System Architecture and Techniques

COLIN builds on the architecture of CRIKEY3, employing FF-style forward search, but introducing enhancements that allow reasoning about variables and plans as continuous processes. The implemented LP computes variable bounds, effectively narrowing down action considerations. This allows COLIN to maintain a consistent representation of states, facilitating state progression with both discrete and continuous effects.

Benchmarking and Results

The authors develop an array of benchmark domains to quantify and validate COLIN's performance against planning scenarios integrating continuous dynamic effects, such as Rovers, Satellite, AUV, and Airplane Landing domains. Notably:

  • Scalability and Efficiency: The results highlight the planner’s scalability and efficiency, particularly in domains where continuous numeric effects and temporal constraints are deeply integrated, like energy management and robotic motion coordination.
  • Post Optimization: Employing mixed integer programming as a final optimization step, COLIN tends towards reducing plan cost further post-solution, although preserving feasibility remains the focus.

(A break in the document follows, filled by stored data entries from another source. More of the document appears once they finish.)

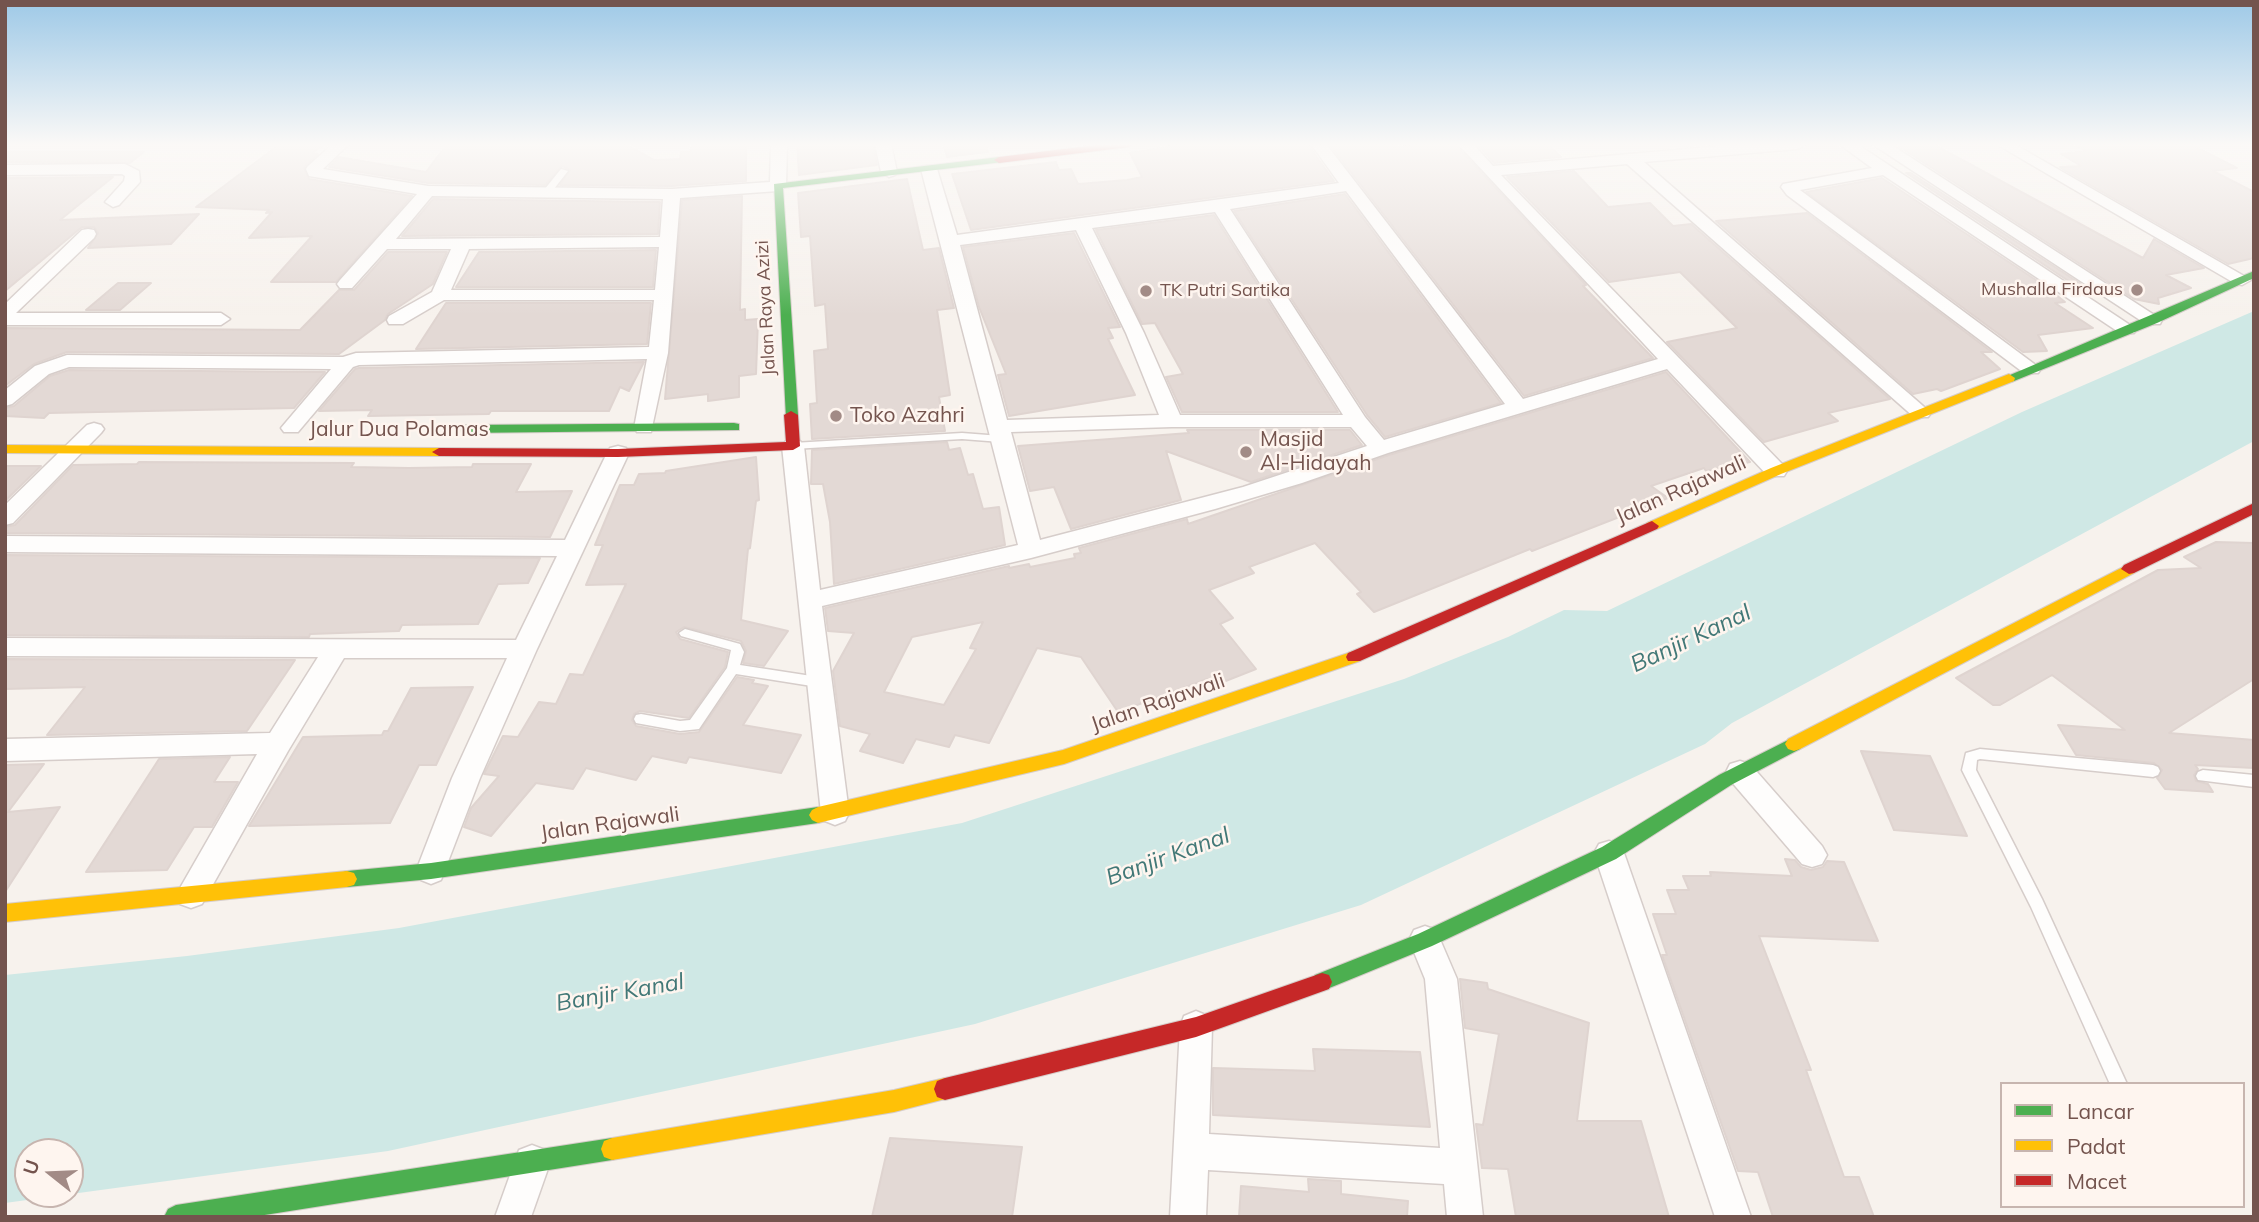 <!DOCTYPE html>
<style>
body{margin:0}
#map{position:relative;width:2259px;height:1222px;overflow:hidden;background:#f7f2ed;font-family:Mulish,sans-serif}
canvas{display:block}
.frame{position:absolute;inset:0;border:7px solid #74544e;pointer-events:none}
.legend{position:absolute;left:2000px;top:1082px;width:245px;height:126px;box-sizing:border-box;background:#fef5ef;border:2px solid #c7b5af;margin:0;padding:9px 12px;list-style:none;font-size:21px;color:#74544e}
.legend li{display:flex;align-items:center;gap:14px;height:35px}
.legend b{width:35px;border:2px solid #c7b5af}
.north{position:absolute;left:14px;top:1138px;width:70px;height:70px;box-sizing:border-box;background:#fef5ef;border:2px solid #c7b5af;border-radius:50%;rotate:288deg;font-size:19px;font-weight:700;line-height:28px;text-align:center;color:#74544e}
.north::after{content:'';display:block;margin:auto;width:24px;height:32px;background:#a28b86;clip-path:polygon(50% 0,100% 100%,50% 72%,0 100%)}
</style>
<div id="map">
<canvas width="2259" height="1222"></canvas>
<div class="frame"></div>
<ul class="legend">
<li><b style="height:9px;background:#4caf50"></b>Lancar</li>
<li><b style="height:9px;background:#ffc107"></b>Padat</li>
<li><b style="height:9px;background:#c62828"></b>Macet</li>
</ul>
<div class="north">U</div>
</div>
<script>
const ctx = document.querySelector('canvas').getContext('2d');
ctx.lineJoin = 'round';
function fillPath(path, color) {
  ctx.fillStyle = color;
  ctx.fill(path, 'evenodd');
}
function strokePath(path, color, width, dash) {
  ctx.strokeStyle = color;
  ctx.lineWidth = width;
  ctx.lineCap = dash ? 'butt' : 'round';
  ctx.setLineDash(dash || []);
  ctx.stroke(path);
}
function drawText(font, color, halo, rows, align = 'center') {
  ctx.font = font + ' Mulish,sans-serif';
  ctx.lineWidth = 5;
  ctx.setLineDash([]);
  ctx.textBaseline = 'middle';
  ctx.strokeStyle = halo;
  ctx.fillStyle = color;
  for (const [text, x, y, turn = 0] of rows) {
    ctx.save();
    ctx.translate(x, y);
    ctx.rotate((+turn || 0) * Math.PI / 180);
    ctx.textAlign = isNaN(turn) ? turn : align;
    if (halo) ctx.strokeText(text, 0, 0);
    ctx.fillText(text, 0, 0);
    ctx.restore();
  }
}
fillPath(new Path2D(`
 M2254 311V441L1732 723 1705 744 1361 905 975 1024 388 1151 5 1203V975L187 956 399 928 962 823 1404 679 1508 637 1564 610 1607 611 2022 412ZM28 1152H70V1194H28Z`), '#cfe8e5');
const building = new Path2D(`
 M280 144H326L312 153 318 154 304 168 309 179 412 196 336 282H271L312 236 249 238 272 212 266 213 269 210 196 207Z
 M447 144H625L654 160 680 159 681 152H690L692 144H746V181L672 186 560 185 570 170 562 166 545 185 428 183 329 167 339 157 426 172Z
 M797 144H873L877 165 799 175Z
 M943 144H986L988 152 947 157Z
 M1184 144 1309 146 1334 181 971 230 952 174 1056 162 1059 170 1071 169 1078 184 1127 180 1142 177 1130 153Z
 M1329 144H1391L1394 147 1455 144 1586 285 1583 286 1653 358 1524 396Z
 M1477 144H1548L1561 157 1494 163Z
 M1895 144H1933L2143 258 2154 239 2204 268 2166 275 2191 288 2158 298 2159 304 2134 299Z
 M2074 144H2190L2237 168 2213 171 2254 192V258L2228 264 2064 170 2060 167 2081 166 2061 154 2086 151Z
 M5 152H144L130 163 5 162Z
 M1574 171 1608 207 1650 203 1673 226 1691 224 1890 399 1828 413 1838 421 1764 442 1667 342 1737 328 1680 272 1609 282 1507 177Z
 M1906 173H1911L2087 288 2076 286Z
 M113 177 60 220 199 214 171 244 88 248 98 233 94 227H82L5 291V178Z
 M1882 178 2045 286 2065 302 2055 303 2093 328 2038 335 2047 351 2023 352 1806 192Z
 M907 179 923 250 939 248 954 308 937 310 950 395 939 397 945 431 812 439 810 404 817 403 814 351 828 349 825 304 815 306 810 236 801 237 798 193Z
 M1345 194 1501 403 1385 437 1367 415 1234 211Z
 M742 196 740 310 745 309V320L758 319 756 374 739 376V397L708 401V394L665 399 682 200Z
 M433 199 660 202 658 234 402 236Z
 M1807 213 1992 352H1981L2000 369 1941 391 1937 389 1913 394 1716 221Z
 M1214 215 1338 412H1182L1166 377 1183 374 1155 323 1142 324 1096 230Z
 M1074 233 1120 327 1108 328 1113 338 1108 339 1135 395 1009 416 998 375 1006 374 979 307 963 247Z
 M656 250 653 287H456L479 252Z
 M388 252H447L433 284 388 314 385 320 339 354 67 352 34 364 5 386V328L300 330 339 290H354Z
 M118 283H151L120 310H86Z
 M446 303H651L647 344 416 349Z
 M644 362 629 391 620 387 609 411H491L489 414 368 416 372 410 319 411 355 369 359 368Z
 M69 370 325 372 294 408 49 413 44 418 5 416V408L14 406 50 376Z
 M1666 372 1750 462 1706 471 1704 468 1651 486 1668 498 1532 551 1530 549 1374 612 1357 594 1361 592 1315 543 1249 567 1254 573 1209 590 1233 618 1220 624 1256 669 1213 686 1207 679 1118 712 1081 657 1037 648 989 743 955 735 949 747 916 739 903 763 860 751 870 734 840 726 833 671 854 633 828 631 825 608 1009 566V568L1029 564 1030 567 1075 558 1074 554 1081 553 1079 548 1187 519 1188 524 1389 455ZM983 622 970 648 976 649 944 705 884 692 912 637Z
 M1187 430H1350L1362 445 1251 482 1166 451 1181 500 1071 529 1054 487 1030 491 1018 446 1189 433Z
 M947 442 949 450 960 448 968 475 973 474 983 509 999 507 1005 545 834 584 830 522 823 484H811L812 450Z
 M756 457 759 500 756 501 750 548 748 549 741 620 788 631 764 666 743 663 746 651 741 641 684 627 676 632 680 639 728 652 725 667 689 718 640 711 634 714 632 720 636 726 680 734 699 732 737 677 754 680 752 683 768 686 743 725 801 735 781 773 689 757 686 763 652 756 636 780 586 768 573 789 536 783 491 836 464 827 471 808 499 776 484 774 503 736 518 737 539 702 556 704 570 674 583 675 626 584 586 585 603 545H595L620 485H634L639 474 665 473 666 471Z
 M139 462 354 463 351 467 409 468 472 467 473 464H531L516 492 572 491 550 537 5 533V527L15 525 73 465 137 464Z
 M5 466H41L5 501Z
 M2216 542 2254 543V679L2169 733 2254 740V768L2195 765 2198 769 2194 775 2196 781 2208 784 2213 792 2165 789 2157 778 2162 770 2154 763 2076 755 2058 725 2125 730 2052 675 2000 705H1993L1956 678 2158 570 2201 568 2184 557Z
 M5 555 540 558 528 583 498 584 478 624 402 625 399 631 310 634 309 637 5 635Z
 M5 659 295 660 247 731 47 735 85 687 5 689Z
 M473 687 436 765H419L390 823 249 826 303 737 382 735 384 731H388L411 688Z
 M1861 751 1930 756 1967 836 1894 830Z
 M230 757 214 782H238L212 827H194L167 870 86 872 159 759Z
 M44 764 8 812 60 807 5 892V765Z
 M1785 859 1795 860 1801 867 1811 870 1823 867 1827 861 1844 862 1878 941 1759 936 1811 1070H1806L1844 1177H1859L1874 1217H1773L1758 1172 1738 1171 1662 955H1667L1653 914H1676L1667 890H1689L1683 876H1711L1710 872 1792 876Z
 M1460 979 1487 983 1488 989 1589 1023 1577 1121H1641L1669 1217H1516L1508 1169 1482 1168 1476 1124 1483 1125 1499 1034 1465 1028Z
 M1313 1049 1420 1052 1430 1127 1213 1115V1068L1315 1071Z
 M890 1138 1022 1147 1012 1217H872Z
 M1308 1179 1341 1181V1194L1408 1201 1407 1217H1239L1241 1186 1309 1192Z`);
fillPath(building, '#e3d9d5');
strokePath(building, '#dfd4d0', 2);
const lane = new Path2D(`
 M561 169 568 171 550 194H544V190Z
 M962 433 1001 436 1006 439 1001 442 962 439 793 449 788 446 793 443Z
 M685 629 740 644 744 652 740 665 818 677 823 679 824 682 823 685 818 687 736 674 699 729 680 731 636 723 634 719 636 715 641 714 680 721 690 720 727 668 731 650 681 636 679 633Z
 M1980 749 2153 765 2158 767 2160 771 2158 775 2153 777 1980 759 1977 760 1976 770 2042 899 2127 1084H2110L2031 907 1962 770 1966 753Z
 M2203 770 2254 775V787L2198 780 2196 776 2198 772Z`);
const street = new Path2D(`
 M333 144H349L323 169 428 186 672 189 770 182 771 144H787L786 186 778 191 680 198 668 353 651 432H637L634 428 647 359 359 365 353 367 298 432H284L281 428 331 369 69 367 49 374 12 404 5 406V390L35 366 67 355 343 357 356 353 649 347 654 300H444L403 324H389L387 320 389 316 432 292 451 249H387L352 288H340L337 284 340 280 417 194 309 176 306 169 308 166ZM432 196 663 199 660 237 396 239ZM659 247 655 290H451L469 249Z
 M875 144H891L897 172 895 175 889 177 881 172Z
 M1311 144H1326L1523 399 1658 359 1458 144H1473L1493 166 1743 144H1805L1798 149 1644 162 1931 413 1928 417H1914L1627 164 1501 175 1784 466 1787 471 1784 476H1768L1667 369 1388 453 1302 483 1215 509 1031 558 822 606 849 813 845 821 835 825 825 821 821 813 782 446 786 441H800L804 446 820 590 1018 545 921 169 923 166H935L937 169 957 235 1339 183ZM1346 191 1505 404 1384 440 1365 417 1230 209ZM1215 212 1343 415H1180L1144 333 1092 228ZM1076 230 1126 333 1159 415 1007 420 960 245ZM1172 427H1351L1367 446 1243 487 1040 540 1011 432Z
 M1839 144H1857L2136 329 2134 333H2120L1883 175 1800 190 2041 369 2038 373H2024L1787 195 1781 187 1783 184 1872 168Z
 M1872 144H1890L2162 320 2160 324H2146Z
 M1996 144H2014L2251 280 2242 285 2236 284Z
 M125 164 139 171 140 182 119 205 113 207 105 202 124 181 125 176 122 174 5 175V165Z
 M88 229 94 230 96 234 94 238 16 313H221L230 319 221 325H5V304L82 230Z
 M94 423 101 425 104 429 101 433 13 523 5 525V505L87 425Z
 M618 446 626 448 629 453 537 649 480 778 441 880 431 884 421 880 416 871 452 778 507 658H344L288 751 202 904 191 908 180 904 176 895 257 754 5 761V739L270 733 318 657 5 656V638L516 640 557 556 5 552V536L565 540 607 453 610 448Z
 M1740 761 1750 764 1822 846 1827 855 1822 864 1812 867 1802 864 1730 780 1726 772 1730 764Z
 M1609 841 1619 844 1624 853 1751 1217H1715L1594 853 1599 844Z
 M1425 926 1436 930 1457 979 1483 1217H1447L1444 1184 1208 1170 1206 1217H1170L1180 1027 1184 1016 1196 1011 1208 1016 1212 1027 1209 1134 1440 1148 1425 979 1409 940 1414 930Z
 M532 1145 545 1150 550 1163 531 1217H495L519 1150Z`);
const fast = new Path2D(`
 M999 157 1003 158V162L783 188 798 415 796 418H786L774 184Z
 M2254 271V278L2157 323 2014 381 2009 382 2003 378Z
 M734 423 739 424V430L463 433 456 429 463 425Z
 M1794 737 1800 739 1803 744 1800 749 1731 785 1616 859 1432 946 1322 991 1315 989 1312 982 1315 975 1418 934 1602 847 1719 775Z
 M818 807 824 810 827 815 824 820 818 823 431 879 347 887 340 885 337 879 340 873 347 871 431 863Z
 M612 1138 620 1141 623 1149 620 1157 612 1160 252 1217H164L168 1209 176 1205Z`);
const slow = new Path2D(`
 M2009 374 2015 378 2014 381 1781 474 1657 529H1647L1645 526 1647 523 1771 468Z
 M5 445 439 448 446 452 439 456 5 453Z
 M2129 564 2137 569 2134 573 1800 749 1794 751 1788 749 1785 744 1788 739Z
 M1354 651 1360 653 1362 657 1360 661 1064 764 818 823 812 820 809 815 812 810 818 807 1063 750Z
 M347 871 354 873 357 879 354 885 347 887 5 922V904Z
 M945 1078 953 1081 956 1089 953 1097 894 1112 612 1160 604 1157 601 1149 604 1141 612 1138 894 1090Z`);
const jam = new Path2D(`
 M1104 144H1134L1129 147 999 163 994 160 999 157Z
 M791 411 798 415 800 446 793 450 618 457 439 456 432 452 439 448 618 449 786 442 784 415Z
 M2254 503V514L2134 573 2129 574 2121 569 2124 565Z
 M1652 521 1659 526 1657 529 1360 661H1348L1346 657 1348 653Z
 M1322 973 1329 975 1332 982 1329 989 1196 1037 945 1100 937 1097 934 1089 937 1081 945 1078 1196 1017Z`);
strokePath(lane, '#d6cdca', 3);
strokePath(street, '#d6cdca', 3);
strokePath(fast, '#d6cdca', 2);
strokePath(slow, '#d6cdca', 2);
strokePath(jam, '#d6cdca', 2);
fillPath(lane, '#fefdfc');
fillPath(street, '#fefdfc');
fillPath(fast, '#4caf50');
fillPath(slow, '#ffc107');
fillPath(jam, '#c62828');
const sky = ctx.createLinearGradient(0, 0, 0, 315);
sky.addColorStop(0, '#9ec9e7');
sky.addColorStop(0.46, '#fbf9f7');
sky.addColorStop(1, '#fbf9f700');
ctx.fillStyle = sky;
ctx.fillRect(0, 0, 2259, 315);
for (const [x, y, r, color] of [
 [2137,290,7,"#a28b86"],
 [1146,291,7,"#a28b86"],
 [836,416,7,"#a28b86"],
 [1246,452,7,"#a28b86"]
]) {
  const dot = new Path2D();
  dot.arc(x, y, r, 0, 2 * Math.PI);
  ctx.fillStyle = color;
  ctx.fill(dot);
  strokePath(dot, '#fef5ef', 2.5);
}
drawText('18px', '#74544e', '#fef5ef', [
 ["Mushalla Firdaus",2123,290],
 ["TK Putri Sartika",1160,291,"left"]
], 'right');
drawText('18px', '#74544e', '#fef5ef', [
 ["Jalan Raya Azizi",766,308,-93]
]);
drawText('21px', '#74544e', '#fef5ef', [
 ["Toko Azahri",850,416],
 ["Masjid",1260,440],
 ["Al-Hidayah",1260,464]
], 'left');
drawText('21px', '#74544e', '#fef5ef', [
 ["Jalur Dua Polamas",399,430],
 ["Jalan Rajawali",1681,490,-24],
 ["Jalan Rajawali",1158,703,-19],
 ["Jalan Rajawali",610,824,-8]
]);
drawText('italic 23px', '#427877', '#fef5ef', [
 ["Banjir Kanal",1691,639,-25],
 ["Banjir Kanal",1168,857,-20],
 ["Banjir Kanal",620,993,-10]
]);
</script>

Theoretical and Practical Implications

The paper implies shifts in both theory and application:

  1. Theoretical Implications: COLIN's approach validates the utility of LP in combining temporal and numeric constraints beyond traditional discrete settings. This has extensive implications for how future planners might integrate more complex dynamic systems, potentially extending into nonlinear numeric planning.
  2. Practical Implications: From an application standpoint, COLIN has potential in real-world domains such as autonomous systems, energy management, and operations planning, where continuous process interactions are relevant and impactful.

Future Directions

Building upon this groundwork, future research could explore non-linear continuous changes, potentially integrating near-real-time adaptability in dynamic environments. Further consideration of metrics for optimization beyond makespan, including energy efficiency and resource utility, remains a compelling avenue.

In conclusion, the COLIN planner represents a substantial step forward in the planning community, providing a bridge between classical goal-oriented planning and more nuanced models that consider time-dependent change deeply. It stands as a benchmark for future explorations in temporal-numeric planning domains.